The Parliament of Ghana on Wednesday frowned on the poor treatment accorded people who have tested positive for the coronavirus, and called on society to avoid stigmatization, discrimination and fear of patients who have recovered from the disease.
This, the House observed, would encourage people to come out boldly to declare their status and avoid speculation leading to fear and panic.
The position was adopted following a statement by Dr Mark Kurt Nawaane, MP for Nabdam and a Member on the Committee on Health.
Dr Nawaane, himself a medical doctor, had made the maiden statement on the disease on January 29, 2020 in the House, at a time when no coronavirus case had been registered in Ghana.
The MP who has since been championing issues on the disease, which has become a pandemic, bemoaned what he called “a triad of an unwelcomed development-stigmatisation, discrimination and fear of recovered patients.”
These, he said, not only derailed the positive gains the nation had made in the fight against the coronavirus pandemic, but actually derailed the forward move and co-operation it has received from its citizenry.
Referring to both traditional and social media reports monitored over the last month, Dr Nawaane said recovered patients were not readily accepted by their own families, communities and friends and sometimes at the workplace.
“The rejection can be so intense that even their immediate family members like children, to wife and others can be affected.

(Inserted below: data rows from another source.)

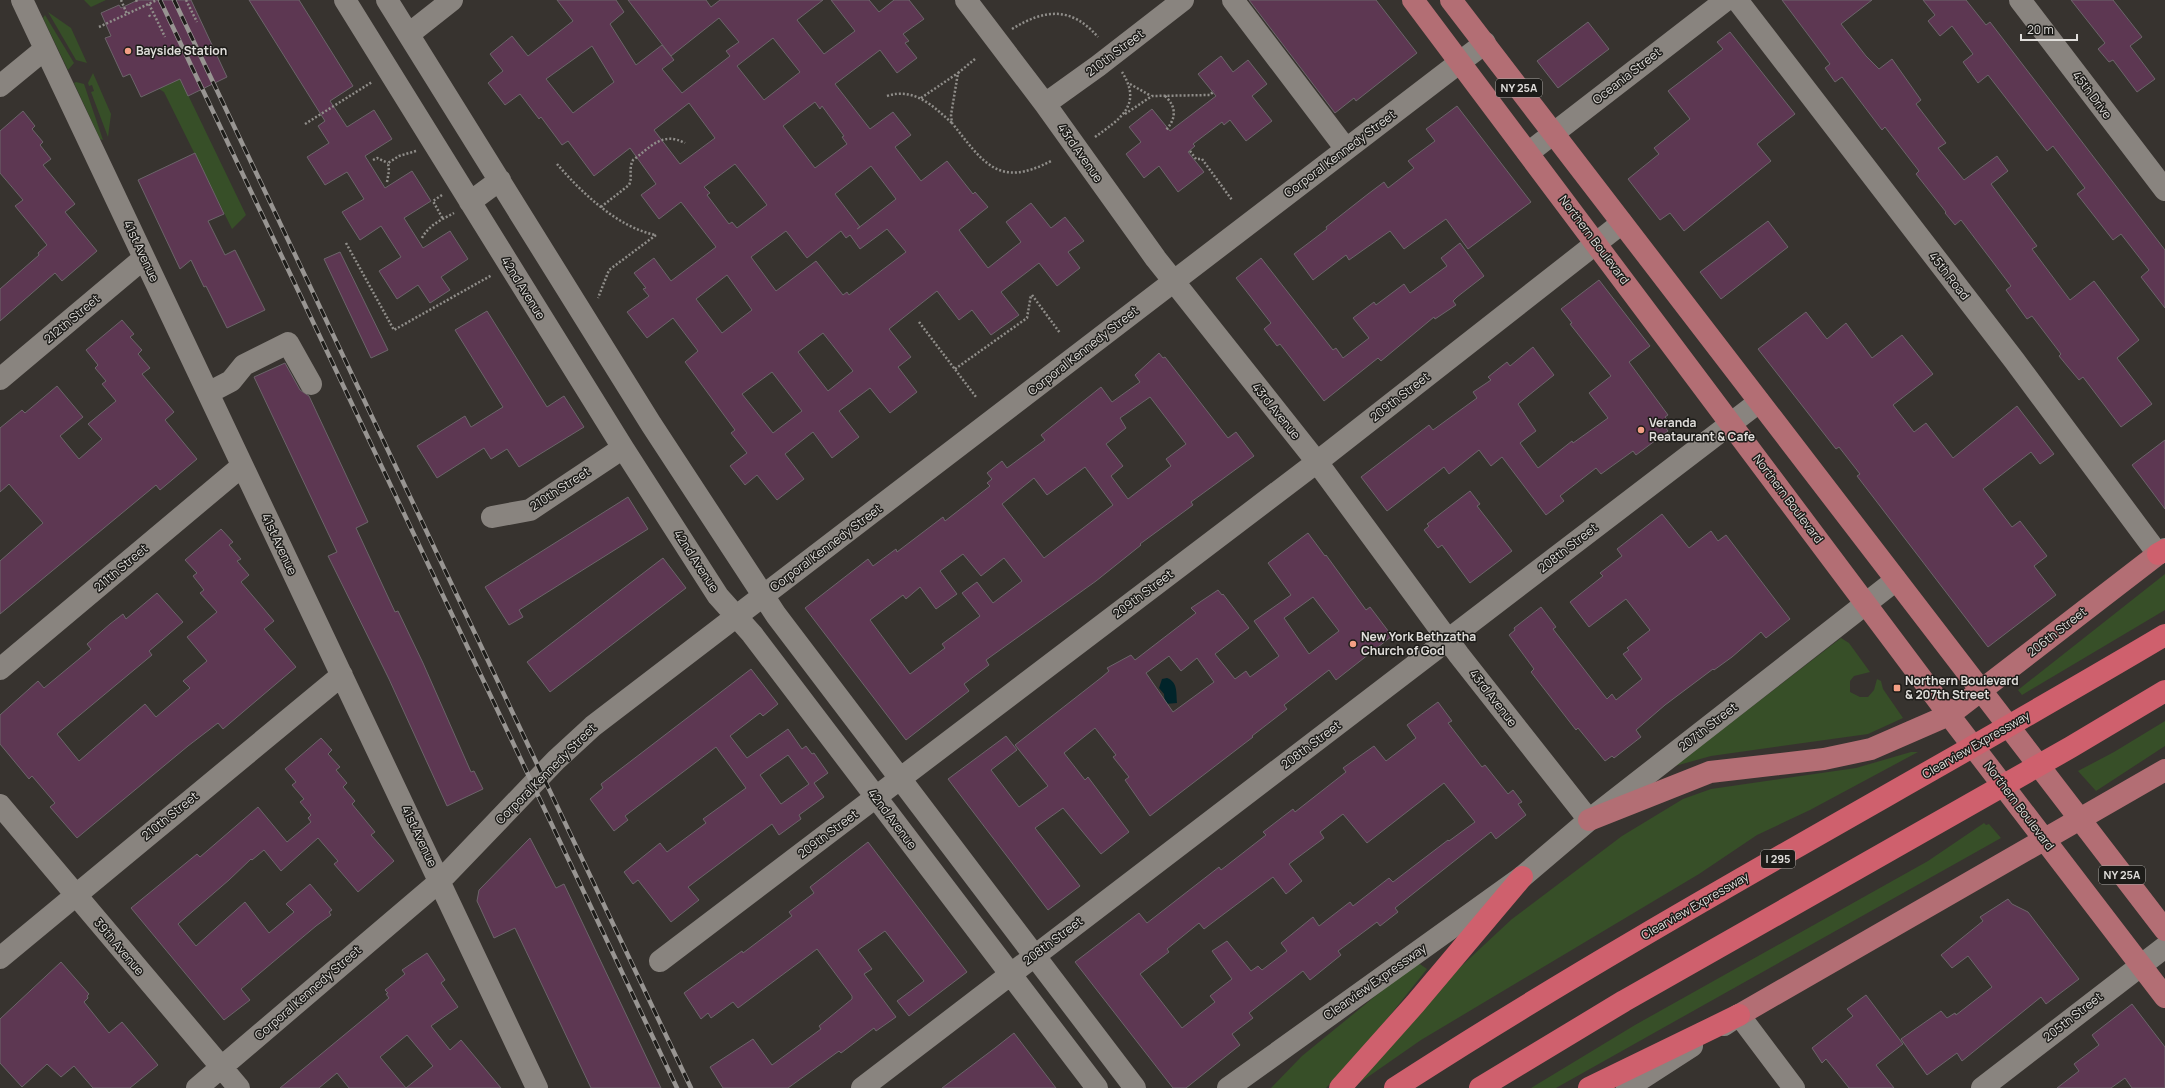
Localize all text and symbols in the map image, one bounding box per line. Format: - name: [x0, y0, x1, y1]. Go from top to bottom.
- scale bar: [2021, 16, 2077, 42]
- text: 20 m: [2027, 21, 2054, 38]
- street label: 210th Street: [1082, 25, 1147, 80]
- place label: Bayside Station: [136, 42, 227, 59]
- street label: Oceania Street: [1589, 43, 1665, 108]
- marker: Bayside Station: [123, 46, 133, 56]
- street label: 45th Drive: [2069, 67, 2116, 122]
- road number: NY 25A: [1496, 79, 1542, 97]
- street label: Corporal Kennedy Street: [1280, 106, 1399, 201]
- street label: 43rd Avenue: [1054, 120, 1107, 186]
- street label: Northern Boulevard: [1555, 192, 1633, 288]
- street label: 41st Avenue: [120, 217, 163, 284]
- street label: 45th Road: [1925, 248, 1974, 303]
- street label: 42nd Avenue: [497, 253, 550, 323]
- street label: 212th Street: [40, 290, 103, 347]
- street label: Corporal Kennedy Street: [1024, 302, 1142, 399]
- street label: 209th Street: [1366, 368, 1433, 425]
- street label: 43rd Avenue: [1248, 379, 1305, 443]
- place label: Veranda Reataurant & Cafe: [1649, 414, 1755, 445]
- marker: Veranda Reataurant & Cafe: [1636, 425, 1646, 435]
- street label: Northern Boulevard: [1749, 451, 1827, 547]
- street label: 210th Street: [526, 463, 593, 514]
- street label: Corporal Kennedy Street: [766, 500, 885, 595]
- street label: 41st Avenue: [258, 510, 301, 577]
- street label: 208th Street: [1535, 519, 1601, 576]
- street label: 42nd Avenue: [670, 526, 723, 595]
- street label: 211th Street: [90, 540, 151, 595]
- street label: 209th Street: [1109, 565, 1176, 622]
- street label: 206th Street: [2023, 603, 2090, 660]
- place label: New York Bethzatha Church of God: [1361, 628, 1476, 659]
- marker: New York Bethzatha Church of God: [1348, 639, 1358, 649]
- street label: 43rd Avenue: [1466, 665, 1521, 730]
- place label: Northern Boulevard & 207th Street: [1905, 672, 2019, 703]
- marker: Northern Boulevard & 207th Street: [1892, 683, 1902, 693]
- street label: 207th Street: [1675, 698, 1741, 755]
- street label: Clearview Expressway: [1919, 706, 2033, 782]
- street label: 208th Street: [1277, 716, 1344, 773]
- street label: Corporal Kennedy Street: [492, 719, 600, 828]
- street label: Northern Boulevard: [1980, 758, 2058, 854]
- street label: 42nd Avenue: [864, 785, 921, 852]
- street label: 210th Street: [138, 787, 202, 844]
- street label: 41st Avenue: [398, 802, 441, 869]
- street label: 209th Street: [794, 805, 861, 862]
- road number: I 295: [1761, 850, 1795, 868]
- road number: NY 25A: [2099, 866, 2145, 884]
- street label: Clearview Expressway: [1638, 867, 1752, 943]
- street label: 208th Street: [1019, 912, 1086, 969]
- street label: 39th Avenue: [91, 915, 148, 979]
- street label: Clearview Expressway: [1320, 939, 1430, 1024]
- street label: Corporal Kennedy Street: [251, 941, 365, 1044]
- street label: 205th Street: [2040, 988, 2106, 1045]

“In one report a child who wanted to buy food was denied access because his father had returned home after recovering from Covid-19. In the video clip, the child who was referred to as “coroboy” was asked to return to his “corohouse” where his “corofather” had returned home.”
Dr Nawaane forthrightly described the situation as not right, and pointed out that assigning negative stereotypes or branding of people who have recovered from the disease can be attributed to lack of awareness, knowledge or proper education.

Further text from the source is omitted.